Carolyn Long, the Democrat challenging Rep. Jaime Herrera-Beutler in southwest Washington state’s 3rd District, raised nearly $1.2 million more than Herrera-Beutler in the quarter. In South Carolina’s 1st, an open seat that includes Charleston, Democrat Joe Cunningham topped Republican Katie Arrington’s fundraising by more than $300,000. And in Ohio’s rural 7th, a district where Donald Trump won by more than 29 percentage points in 2016, Democrat Ken Harbaugh outraised Republican Rep. Bob Gibbs by more than $500,000.
What’s more, the bulk of Democratic House candidates are posting these historic fundraising hauls without direct help from corporations.
Eighty-five Democratic House candidates who have pledged not to accept donations from corporate political action committees have outraised their Republican opponents, according to End Citizens United, a Democratic group that encourages candidates to take the pledge. Of the six Democrats who raised more than $3 million in the third quarter, all but McGrath have promised not to accept corporate PAC money.
“The Democrats’ ability to raise money from an energized base means that their principled position to refuse corporate PAC money has not had much impact on their overall war chests,” said Baumann, who worked for the Democratic Senatorial Campaign Committee in 2006, a Democratic wave year.

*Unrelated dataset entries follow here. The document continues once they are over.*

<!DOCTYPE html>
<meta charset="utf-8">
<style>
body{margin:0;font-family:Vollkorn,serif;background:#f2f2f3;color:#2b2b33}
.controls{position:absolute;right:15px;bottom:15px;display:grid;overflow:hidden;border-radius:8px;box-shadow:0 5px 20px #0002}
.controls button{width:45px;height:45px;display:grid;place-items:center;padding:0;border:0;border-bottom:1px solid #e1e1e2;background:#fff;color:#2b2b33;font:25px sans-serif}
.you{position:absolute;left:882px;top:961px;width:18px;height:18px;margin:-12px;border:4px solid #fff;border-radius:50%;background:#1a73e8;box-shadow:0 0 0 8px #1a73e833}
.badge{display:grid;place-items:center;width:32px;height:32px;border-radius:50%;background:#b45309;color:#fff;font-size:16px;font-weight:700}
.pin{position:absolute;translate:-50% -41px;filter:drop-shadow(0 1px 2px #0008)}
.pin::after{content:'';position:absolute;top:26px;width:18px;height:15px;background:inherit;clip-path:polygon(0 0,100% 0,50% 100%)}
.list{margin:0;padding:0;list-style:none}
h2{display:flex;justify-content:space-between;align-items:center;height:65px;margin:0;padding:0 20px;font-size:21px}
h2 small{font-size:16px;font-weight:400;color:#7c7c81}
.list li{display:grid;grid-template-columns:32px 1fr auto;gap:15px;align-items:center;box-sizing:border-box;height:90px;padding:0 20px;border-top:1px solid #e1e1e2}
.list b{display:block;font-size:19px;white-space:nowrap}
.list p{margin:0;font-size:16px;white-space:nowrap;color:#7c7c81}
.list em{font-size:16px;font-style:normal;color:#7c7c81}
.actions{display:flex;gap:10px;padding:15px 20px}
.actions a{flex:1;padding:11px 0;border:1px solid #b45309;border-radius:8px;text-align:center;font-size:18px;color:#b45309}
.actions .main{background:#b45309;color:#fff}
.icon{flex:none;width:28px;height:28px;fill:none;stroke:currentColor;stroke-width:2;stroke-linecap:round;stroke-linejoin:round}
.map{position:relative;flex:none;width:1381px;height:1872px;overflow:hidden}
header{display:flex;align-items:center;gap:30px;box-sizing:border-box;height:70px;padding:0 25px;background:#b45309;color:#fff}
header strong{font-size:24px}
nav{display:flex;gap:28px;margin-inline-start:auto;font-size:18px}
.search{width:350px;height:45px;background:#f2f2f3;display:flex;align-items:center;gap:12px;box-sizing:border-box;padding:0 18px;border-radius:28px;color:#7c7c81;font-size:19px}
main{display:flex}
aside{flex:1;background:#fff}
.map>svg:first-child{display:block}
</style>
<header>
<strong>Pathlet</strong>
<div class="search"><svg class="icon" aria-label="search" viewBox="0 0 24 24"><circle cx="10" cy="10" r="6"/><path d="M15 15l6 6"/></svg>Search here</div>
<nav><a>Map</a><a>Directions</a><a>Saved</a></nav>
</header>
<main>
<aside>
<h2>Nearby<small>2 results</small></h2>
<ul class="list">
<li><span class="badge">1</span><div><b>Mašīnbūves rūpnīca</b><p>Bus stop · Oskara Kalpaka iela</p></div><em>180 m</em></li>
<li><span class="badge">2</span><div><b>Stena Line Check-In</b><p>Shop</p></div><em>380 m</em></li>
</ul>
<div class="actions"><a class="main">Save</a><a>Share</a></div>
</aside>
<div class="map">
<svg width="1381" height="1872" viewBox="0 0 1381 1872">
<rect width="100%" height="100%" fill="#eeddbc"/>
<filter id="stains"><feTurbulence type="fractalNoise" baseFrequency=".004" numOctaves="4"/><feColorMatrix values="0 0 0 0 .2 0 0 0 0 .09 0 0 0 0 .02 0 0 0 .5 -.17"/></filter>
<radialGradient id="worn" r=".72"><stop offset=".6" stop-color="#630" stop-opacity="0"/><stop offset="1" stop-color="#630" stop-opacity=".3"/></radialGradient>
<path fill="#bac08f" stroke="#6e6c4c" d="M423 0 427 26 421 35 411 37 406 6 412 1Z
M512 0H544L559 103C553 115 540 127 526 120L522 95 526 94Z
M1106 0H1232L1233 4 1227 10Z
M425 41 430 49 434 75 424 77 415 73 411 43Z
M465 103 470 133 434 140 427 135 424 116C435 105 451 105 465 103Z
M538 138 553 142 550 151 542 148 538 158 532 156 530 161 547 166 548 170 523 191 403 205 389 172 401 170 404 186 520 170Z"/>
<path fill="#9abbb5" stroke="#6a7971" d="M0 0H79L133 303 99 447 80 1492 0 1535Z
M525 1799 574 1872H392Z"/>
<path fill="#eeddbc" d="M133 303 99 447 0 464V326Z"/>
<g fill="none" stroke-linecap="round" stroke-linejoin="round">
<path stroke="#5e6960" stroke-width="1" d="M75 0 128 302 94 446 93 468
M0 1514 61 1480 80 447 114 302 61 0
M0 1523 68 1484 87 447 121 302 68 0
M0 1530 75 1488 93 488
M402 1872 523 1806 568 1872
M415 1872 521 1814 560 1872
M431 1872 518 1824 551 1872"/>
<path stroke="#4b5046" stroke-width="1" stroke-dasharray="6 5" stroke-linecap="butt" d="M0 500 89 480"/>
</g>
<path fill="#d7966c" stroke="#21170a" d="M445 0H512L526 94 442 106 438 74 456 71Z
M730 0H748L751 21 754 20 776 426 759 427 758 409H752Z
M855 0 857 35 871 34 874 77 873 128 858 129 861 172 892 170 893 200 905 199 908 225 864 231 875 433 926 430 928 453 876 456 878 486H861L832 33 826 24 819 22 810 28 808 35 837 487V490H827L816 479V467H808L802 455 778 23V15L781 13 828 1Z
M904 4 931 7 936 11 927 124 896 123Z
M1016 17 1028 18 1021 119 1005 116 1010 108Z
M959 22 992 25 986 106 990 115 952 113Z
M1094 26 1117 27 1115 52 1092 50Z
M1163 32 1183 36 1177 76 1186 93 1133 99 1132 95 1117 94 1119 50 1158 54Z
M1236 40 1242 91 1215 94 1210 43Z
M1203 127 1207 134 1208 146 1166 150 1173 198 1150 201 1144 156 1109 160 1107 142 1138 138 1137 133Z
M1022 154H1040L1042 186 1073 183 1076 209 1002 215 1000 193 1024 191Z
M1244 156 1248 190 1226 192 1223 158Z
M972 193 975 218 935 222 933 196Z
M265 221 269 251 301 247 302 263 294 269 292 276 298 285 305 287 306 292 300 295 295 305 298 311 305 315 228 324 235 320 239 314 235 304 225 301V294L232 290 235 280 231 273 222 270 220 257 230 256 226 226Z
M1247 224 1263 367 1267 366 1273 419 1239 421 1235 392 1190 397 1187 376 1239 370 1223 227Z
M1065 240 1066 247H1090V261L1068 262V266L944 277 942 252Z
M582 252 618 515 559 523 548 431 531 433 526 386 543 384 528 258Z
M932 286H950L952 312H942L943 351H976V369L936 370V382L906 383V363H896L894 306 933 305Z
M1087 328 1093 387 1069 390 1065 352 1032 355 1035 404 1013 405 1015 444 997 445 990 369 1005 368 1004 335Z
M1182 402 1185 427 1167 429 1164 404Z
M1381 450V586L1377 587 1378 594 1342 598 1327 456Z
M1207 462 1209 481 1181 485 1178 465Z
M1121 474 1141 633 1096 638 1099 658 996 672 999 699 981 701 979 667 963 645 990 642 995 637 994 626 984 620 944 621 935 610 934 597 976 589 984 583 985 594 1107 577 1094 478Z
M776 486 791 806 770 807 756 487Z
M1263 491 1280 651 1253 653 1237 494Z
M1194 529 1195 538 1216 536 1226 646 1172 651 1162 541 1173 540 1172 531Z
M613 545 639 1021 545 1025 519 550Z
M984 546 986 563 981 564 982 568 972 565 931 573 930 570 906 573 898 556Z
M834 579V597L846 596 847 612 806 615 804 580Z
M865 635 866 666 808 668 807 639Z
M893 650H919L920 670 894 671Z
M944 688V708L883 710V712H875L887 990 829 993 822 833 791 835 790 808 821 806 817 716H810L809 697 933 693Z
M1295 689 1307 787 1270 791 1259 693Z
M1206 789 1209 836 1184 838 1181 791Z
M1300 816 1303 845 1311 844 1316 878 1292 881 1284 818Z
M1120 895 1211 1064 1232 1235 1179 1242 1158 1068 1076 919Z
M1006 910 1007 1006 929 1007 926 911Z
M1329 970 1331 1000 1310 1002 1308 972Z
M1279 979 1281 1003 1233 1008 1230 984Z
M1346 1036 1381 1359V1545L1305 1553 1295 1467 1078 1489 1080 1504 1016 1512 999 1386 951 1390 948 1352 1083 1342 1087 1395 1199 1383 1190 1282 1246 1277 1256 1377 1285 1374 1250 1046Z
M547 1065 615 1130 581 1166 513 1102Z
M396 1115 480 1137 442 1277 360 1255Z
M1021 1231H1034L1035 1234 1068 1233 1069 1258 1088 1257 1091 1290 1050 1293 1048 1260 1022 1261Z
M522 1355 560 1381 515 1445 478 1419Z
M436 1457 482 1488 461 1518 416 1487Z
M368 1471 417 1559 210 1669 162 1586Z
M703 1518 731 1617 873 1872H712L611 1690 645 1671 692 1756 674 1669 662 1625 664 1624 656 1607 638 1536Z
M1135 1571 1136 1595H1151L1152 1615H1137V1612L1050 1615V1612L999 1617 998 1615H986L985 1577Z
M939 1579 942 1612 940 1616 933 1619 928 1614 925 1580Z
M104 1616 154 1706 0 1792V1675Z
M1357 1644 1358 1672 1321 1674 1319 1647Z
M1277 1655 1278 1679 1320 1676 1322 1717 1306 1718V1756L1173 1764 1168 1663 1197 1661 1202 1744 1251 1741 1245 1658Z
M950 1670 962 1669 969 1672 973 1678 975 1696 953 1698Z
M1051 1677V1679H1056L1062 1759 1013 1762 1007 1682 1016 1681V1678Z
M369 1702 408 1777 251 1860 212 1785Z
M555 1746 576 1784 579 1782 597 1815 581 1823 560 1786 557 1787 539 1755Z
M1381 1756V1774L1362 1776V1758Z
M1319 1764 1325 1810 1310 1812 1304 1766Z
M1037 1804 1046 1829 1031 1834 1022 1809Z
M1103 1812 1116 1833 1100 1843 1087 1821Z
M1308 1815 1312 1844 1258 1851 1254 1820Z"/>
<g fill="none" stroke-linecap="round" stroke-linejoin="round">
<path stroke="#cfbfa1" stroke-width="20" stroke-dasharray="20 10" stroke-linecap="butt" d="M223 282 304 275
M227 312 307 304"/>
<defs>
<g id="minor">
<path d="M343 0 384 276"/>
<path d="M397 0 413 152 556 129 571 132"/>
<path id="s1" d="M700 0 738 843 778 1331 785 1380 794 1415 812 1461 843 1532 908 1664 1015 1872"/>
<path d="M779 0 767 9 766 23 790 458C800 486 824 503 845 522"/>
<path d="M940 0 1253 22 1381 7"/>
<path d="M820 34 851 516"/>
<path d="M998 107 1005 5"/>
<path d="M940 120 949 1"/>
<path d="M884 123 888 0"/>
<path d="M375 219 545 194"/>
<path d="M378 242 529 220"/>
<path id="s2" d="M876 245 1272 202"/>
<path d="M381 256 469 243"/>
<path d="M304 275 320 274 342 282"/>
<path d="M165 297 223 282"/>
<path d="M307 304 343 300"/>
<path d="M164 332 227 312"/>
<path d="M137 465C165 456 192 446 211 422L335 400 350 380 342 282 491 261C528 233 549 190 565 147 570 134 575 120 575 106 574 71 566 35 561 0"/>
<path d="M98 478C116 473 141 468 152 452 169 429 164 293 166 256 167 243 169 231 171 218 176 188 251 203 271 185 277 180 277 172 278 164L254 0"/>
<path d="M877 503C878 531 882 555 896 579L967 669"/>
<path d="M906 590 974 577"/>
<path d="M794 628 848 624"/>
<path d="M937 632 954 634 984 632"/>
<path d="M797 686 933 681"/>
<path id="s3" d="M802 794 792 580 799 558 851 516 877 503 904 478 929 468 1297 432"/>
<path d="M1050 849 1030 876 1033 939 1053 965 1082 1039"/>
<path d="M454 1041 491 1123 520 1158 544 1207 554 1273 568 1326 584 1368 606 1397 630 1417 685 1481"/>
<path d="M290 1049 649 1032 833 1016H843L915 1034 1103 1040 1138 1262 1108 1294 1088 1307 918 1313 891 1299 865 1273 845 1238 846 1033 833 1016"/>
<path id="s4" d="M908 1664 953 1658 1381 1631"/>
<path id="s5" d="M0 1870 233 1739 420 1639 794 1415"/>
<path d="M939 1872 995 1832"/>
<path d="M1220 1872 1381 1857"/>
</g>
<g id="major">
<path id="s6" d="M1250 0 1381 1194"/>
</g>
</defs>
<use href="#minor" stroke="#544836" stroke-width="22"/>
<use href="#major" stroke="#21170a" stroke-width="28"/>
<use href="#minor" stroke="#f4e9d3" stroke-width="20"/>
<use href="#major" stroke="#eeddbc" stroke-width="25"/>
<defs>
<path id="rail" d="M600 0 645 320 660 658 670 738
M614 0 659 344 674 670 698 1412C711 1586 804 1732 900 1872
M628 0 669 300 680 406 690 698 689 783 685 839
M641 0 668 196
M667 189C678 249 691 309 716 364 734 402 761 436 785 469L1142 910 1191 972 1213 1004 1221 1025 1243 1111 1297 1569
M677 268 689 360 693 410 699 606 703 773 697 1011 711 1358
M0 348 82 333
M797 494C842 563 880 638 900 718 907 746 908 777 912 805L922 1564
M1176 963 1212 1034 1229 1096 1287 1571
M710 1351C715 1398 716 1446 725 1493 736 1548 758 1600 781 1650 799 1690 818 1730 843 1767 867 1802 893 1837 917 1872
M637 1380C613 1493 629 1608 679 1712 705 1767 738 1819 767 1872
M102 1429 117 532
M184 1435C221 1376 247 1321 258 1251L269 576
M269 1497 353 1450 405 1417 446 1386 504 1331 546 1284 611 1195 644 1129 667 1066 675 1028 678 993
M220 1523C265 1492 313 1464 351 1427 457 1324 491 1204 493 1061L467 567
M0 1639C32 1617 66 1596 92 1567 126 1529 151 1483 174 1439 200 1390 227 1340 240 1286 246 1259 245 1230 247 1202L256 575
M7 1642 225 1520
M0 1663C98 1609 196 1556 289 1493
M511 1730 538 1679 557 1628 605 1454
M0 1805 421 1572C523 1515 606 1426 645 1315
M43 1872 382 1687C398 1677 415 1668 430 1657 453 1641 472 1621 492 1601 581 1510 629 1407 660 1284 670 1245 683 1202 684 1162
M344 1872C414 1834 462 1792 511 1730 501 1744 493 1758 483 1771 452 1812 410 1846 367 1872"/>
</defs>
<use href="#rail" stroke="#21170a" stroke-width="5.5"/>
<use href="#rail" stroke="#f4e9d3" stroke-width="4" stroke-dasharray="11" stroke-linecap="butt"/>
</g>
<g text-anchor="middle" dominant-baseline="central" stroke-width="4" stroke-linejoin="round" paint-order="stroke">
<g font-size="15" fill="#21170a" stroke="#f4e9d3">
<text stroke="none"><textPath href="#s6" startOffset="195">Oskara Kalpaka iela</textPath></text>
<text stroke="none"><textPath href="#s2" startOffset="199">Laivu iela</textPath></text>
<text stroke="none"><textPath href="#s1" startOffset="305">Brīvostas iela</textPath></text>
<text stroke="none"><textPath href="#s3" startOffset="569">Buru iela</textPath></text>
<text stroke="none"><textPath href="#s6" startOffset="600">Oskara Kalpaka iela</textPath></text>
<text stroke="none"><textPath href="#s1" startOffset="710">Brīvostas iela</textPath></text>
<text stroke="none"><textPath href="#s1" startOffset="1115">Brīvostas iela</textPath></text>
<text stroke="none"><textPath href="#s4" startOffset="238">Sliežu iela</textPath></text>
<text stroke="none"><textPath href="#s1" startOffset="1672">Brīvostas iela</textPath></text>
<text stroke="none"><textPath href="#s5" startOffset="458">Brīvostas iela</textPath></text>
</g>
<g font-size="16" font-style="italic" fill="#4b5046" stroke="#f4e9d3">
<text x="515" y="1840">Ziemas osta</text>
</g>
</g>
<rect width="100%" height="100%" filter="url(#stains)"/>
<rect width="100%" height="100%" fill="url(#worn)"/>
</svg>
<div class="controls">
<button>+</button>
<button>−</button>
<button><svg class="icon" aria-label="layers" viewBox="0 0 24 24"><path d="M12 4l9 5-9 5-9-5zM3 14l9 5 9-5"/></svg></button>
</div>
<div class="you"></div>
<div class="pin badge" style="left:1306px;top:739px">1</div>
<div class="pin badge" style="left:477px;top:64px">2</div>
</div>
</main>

End Citizens United maintains that candidates raise more grassroots dollars because of the pledge, not despite it. “In giving up corporate PAC money, these candidates gain voters’ trust allowing grassroots donors to feel they are part of a movement and standing toe-to-toe against special interests money,” said Anne Feldman, a spokeswomen for the group.
Republicans still have some strengths in which they can take solace, even in a challenging cycle. For example, the Republican National Committee boasts a fundraising advantage over the Democratic National Committee, which it has used to erect a vast field operation capable of helping candidates up and down the ballot. The RNC has spent $250 million protecting House and Senate majorities, enabling it to field more than 540 paid staff members in 28 states.
“Democrats simply don’t have the political infrastructure that we do to get people to the polls,” said RNC spokesman Michael Ahrens. “Candidates like Jon Ossoff and Danny O’Connor lost despite having a ton of money and the backing of the entire Democratic machine.”
Republicans also have a seemingly unending flow of cash from outside groups, particularly through the Congressional Leadership Fund and Senate Leadership Fund, two GOP super PACs tied to Republican leadership. Casino mogul Sheldon Adelson recently dumped an emergency injection of $25 million into the two super PACs.
Those groups have stepped in to bolster advertising for Republican candidates who trail their Democratic rivals.
But this year, Democratic political groups are thriving as well. Mike Bloomberg, the billionaire former New York mayor, is planning to spend $80 million through his super PAC ― the vast majority of it on behalf of Democratic candidates.
In addition, there are limits to what outside forces can accomplish when candidates lack their own cash. Campaign dollars go further on television, because unlike super PACs, stations are required to charge them the lowest possible market rates. And super PACs are barred by law from coordinating with campaigns, which can prevent them from using their resources most effectively.